Compared with the prior art, the invention has the following advantages:
1. the module of the multi-fracture high-voltage circuit breaker is provided with the upper conductive seat and the lower conductive seat respectively at the upper end and the lower end of the arc extinguishing chamber, and the outer side wall of the tank is provided with the flange interface I and the flange interface II which are radially arranged, so that an operator can use the conductive cross rod to pass through the flange interface I to be connected with the upper conductive seat or pass through the flange interface II to be connected with the lower conductive seat, when the multi-fracture circuit breaker is required to be assembled, the multi-fracture high-voltage circuit breaker can be assembled by adding a plurality of existing parts on the basis of a plurality of modules, and the ultra-high-voltage circuit breaker assembly meeting the 126KV, 363KV, 550KV, 800KV and even 1200KV pressure requirements can be realized through the serial connection of the high-voltage circuit breaker modules of an even number according to the number of assembled modules.

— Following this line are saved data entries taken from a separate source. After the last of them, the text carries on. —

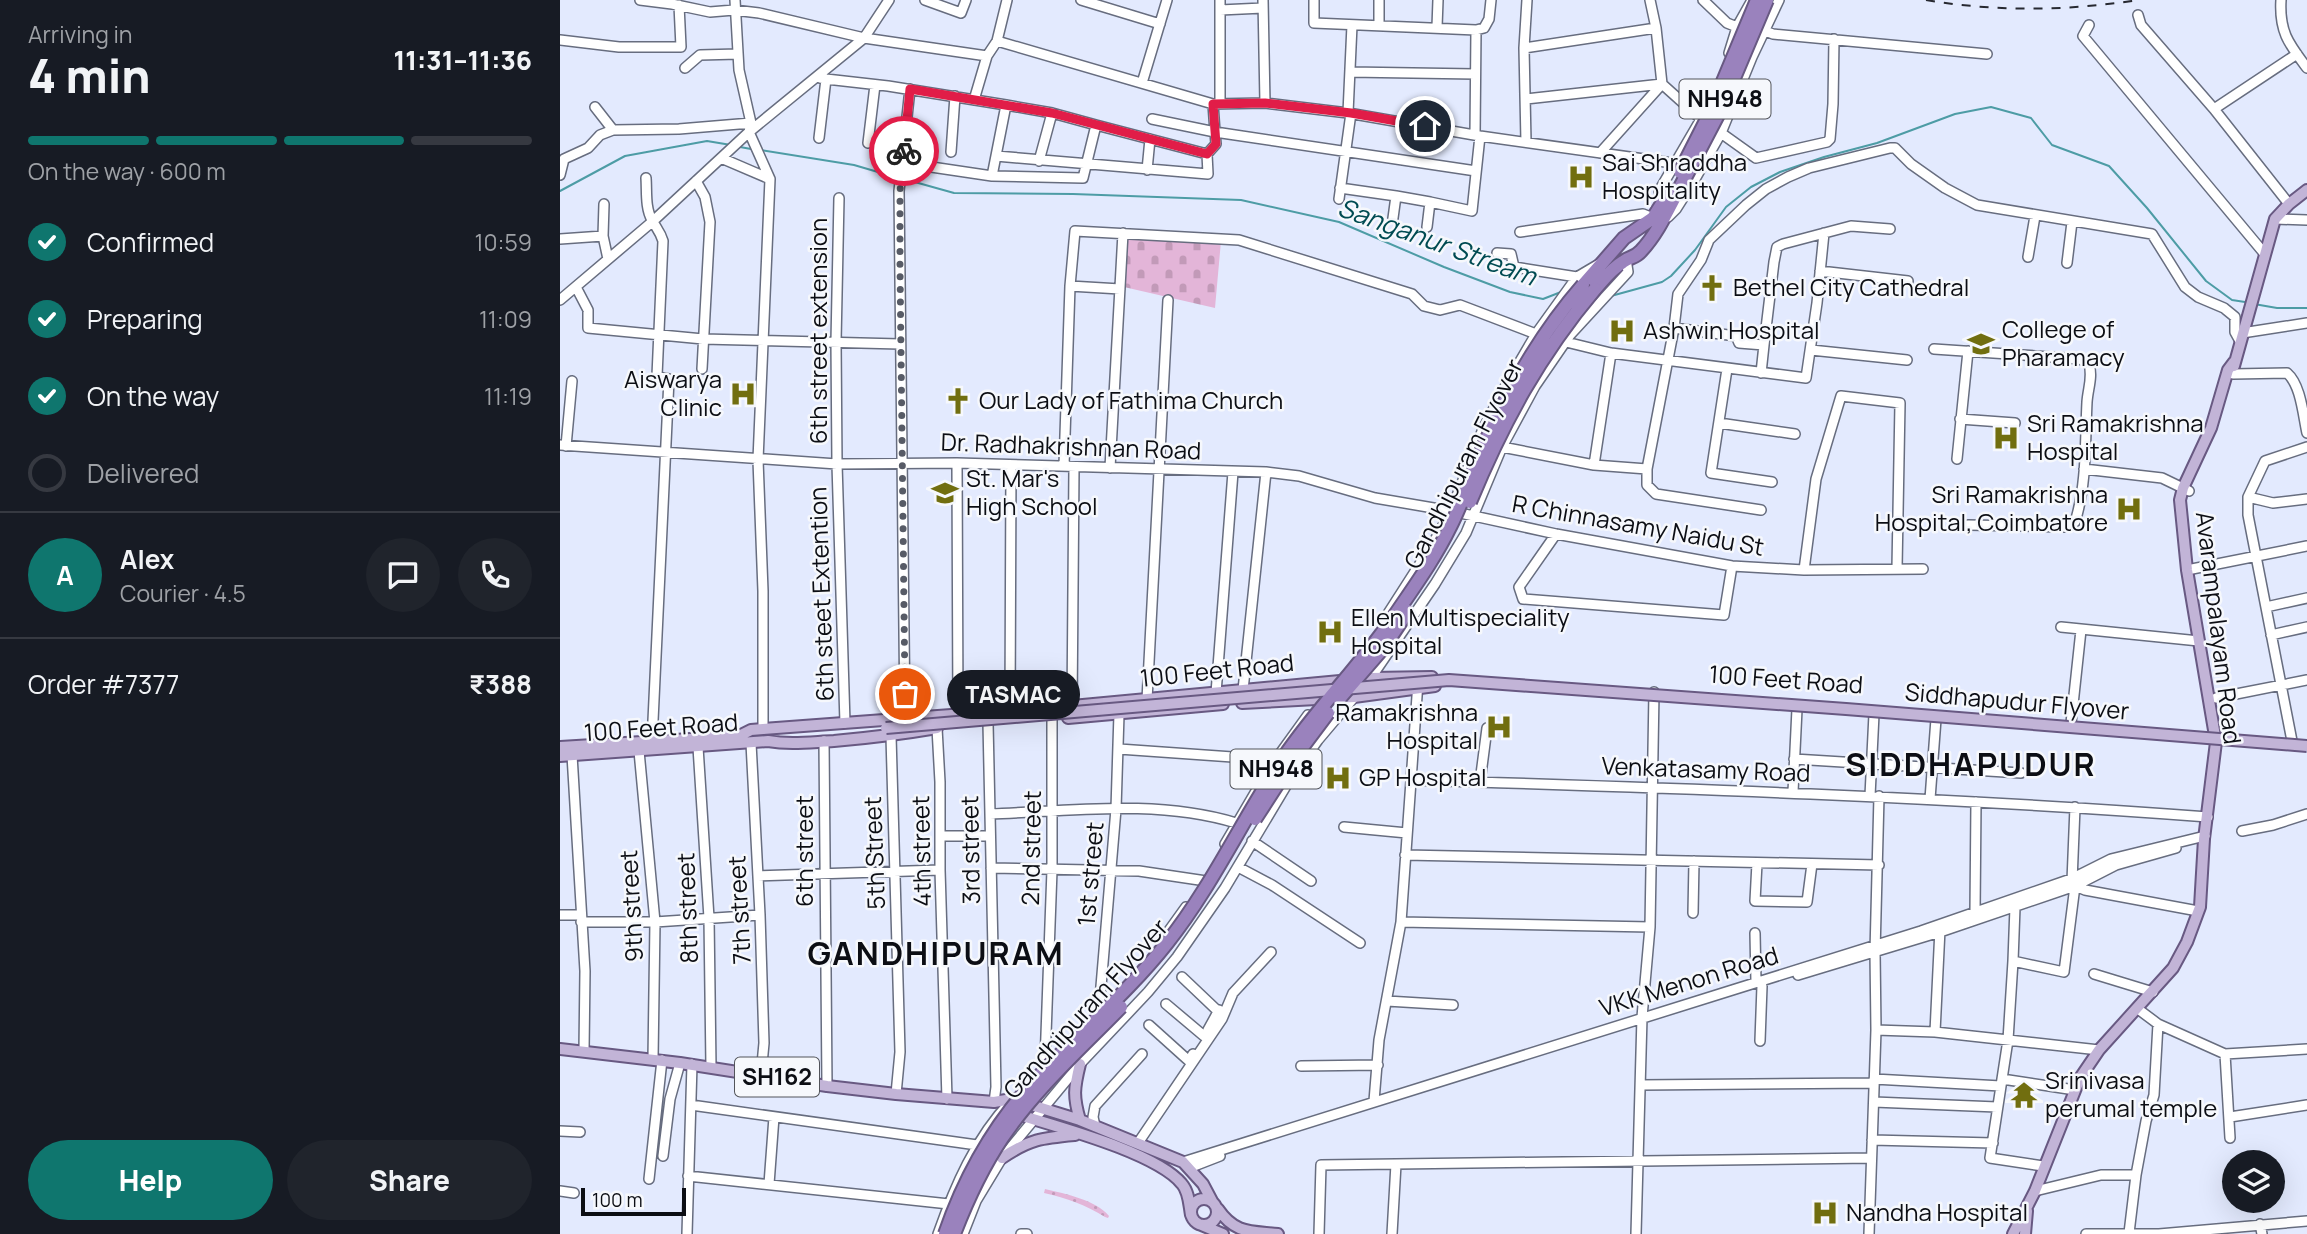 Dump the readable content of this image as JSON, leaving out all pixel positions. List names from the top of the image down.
{
  "streets": {
    "highway": ["NH948", "Gandhipuram Flyover"],
    "main road": [
      "Avarampalayam Road",
      "100 Feet Road",
      "Siddhapudur Flyover",
      "SH162"
    ],
    "street": [
      "6th street extension",
      "Dr. Radhakrishnan Road",
      "R Chinnasamy Naidu St",
      "6th steet Extention",
      "Venkatasamy Road",
      "2nd street",
      "3rd street",
      "6th street",
      "4th street",
      "5th Street",
      "1st street",
      "9th street",
      "8th street",
      "7th street",
      "VKK Menon Road"
    ]
  },
  "crossings": [
    ["NH948", "Gandhipuram Flyover"],
    ["6th street extension", "Dr. Radhakrishnan Road"],
    ["6th street extension", "6th steet Extention"],
    ["Dr. Radhakrishnan Road", "R Chinnasamy Naidu St"],
    ["Dr. Radhakrishnan Road", "6th steet Extention"],
    ["6th steet Extention", "100 Feet Road"],
    ["Avarampalayam Road", "100 Feet Road"],
    ["Avarampalayam Road", "Venkatasamy Road"],
    ["Avarampalayam Road", "VKK Menon Road"],
    ["100 Feet Road", "Siddhapudur Flyover"],
    ["100 Feet Road", "2nd street"],
    ["100 Feet Road", "3rd street"],
    ["100 Feet Road", "6th street"],
    ["100 Feet Road", "4th street"],
    ["100 Feet Road", "5th Street"],
    ["100 Feet Road", "1st street"],
    ["100 Feet Road", "9th street"],
    ["100 Feet Road", "8th street"],
    ["100 Feet Road", "7th street"],
    ["Siddhapudur Flyover", "5th Street"],
    ["3rd street", "SH162"],
    ["6th street", "SH162"],
    ["4th street", "SH162"],
    ["5th Street", "SH162"],
    ["9th street", "SH162"],
    ["8th street", "SH162"],
    ["7th street", "SH162"],
    ["VKK Menon Road", "SH162"]
  ],
  "districts": ["SIDDHAPUDUR", "GANDHIPURAM"],
  "water": ["Sanganur Stream"],
  "places": {
    "hospital": [
      "Sai Shraddha Hospitality",
      "Ashwin Hospital",
      "Aiswarya Clinic",
      "Sri Ramakrishna Hospital",
      "Sri Ramakrishna Hospital, Coimbatore",
      "Ellen Multispeciality Hospital",
      "Ramakrishna Hospital",
      "GP Hospital",
      "Nandha Hospital"
    ],
    "church": ["Bethel City Cathedral", "Our Lady of Fathima Church"],
    "school or university": ["College of Pharamacy", "St. Mar's High School"],
    "other": ["TASMAC"],
    "temple": ["Srinivasa perumal temple"]
  },
  "scale_bar": "100 m",
  "page": {
    "heading": ["4 min", "Arriving in", "11:31–11:36"],
    "panel": [
      "Alex",
      "Courier · 4.5",
      "Order #7377",
      "₹388"
    ],
    "bar": "On the way · 600 m",
    "list": [
      ["Confirmed", "10:59"],
      ["Preparing", "11:09"],
      ["On the way", "11:19"],
      "Delivered"
    ],
    "round": "A",
    "bubble": "TASMAC",
    "buttons": ["Help", "Share"],
    "scale": "100 m"
  }
}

2. The module of this many fracture high voltage circuit breaker is located same straight line through setting up electrically conductive seat, explosion chamber, electrically conductive seat and pull rod mechanism down in proper order, and the space of the vertical direction of make full use of reduces the size in the horizontal direction like this, does benefit to module equipment and stable in structure, satisfies high voltage circuit breaker's modularization requirement better.
Drawings
Fig. 1 is a schematic sectional view showing a three-dimensional structure of a module of the multi-break high-voltage circuit breaker.
Fig. 2 is an enlarged view of a portion a in fig. 1.
Fig. 3 is an enlarged view of a portion B in fig. 1.
Fig. 4 is a schematic cross-sectional structure of a module assembled four-break high voltage circuit breaker of the multi-break high voltage circuit breaker.
Fig. 5 is a schematic diagram of the module assembly of the present multi-break high voltage circuit breaker as a six-break high voltage circuit breaker.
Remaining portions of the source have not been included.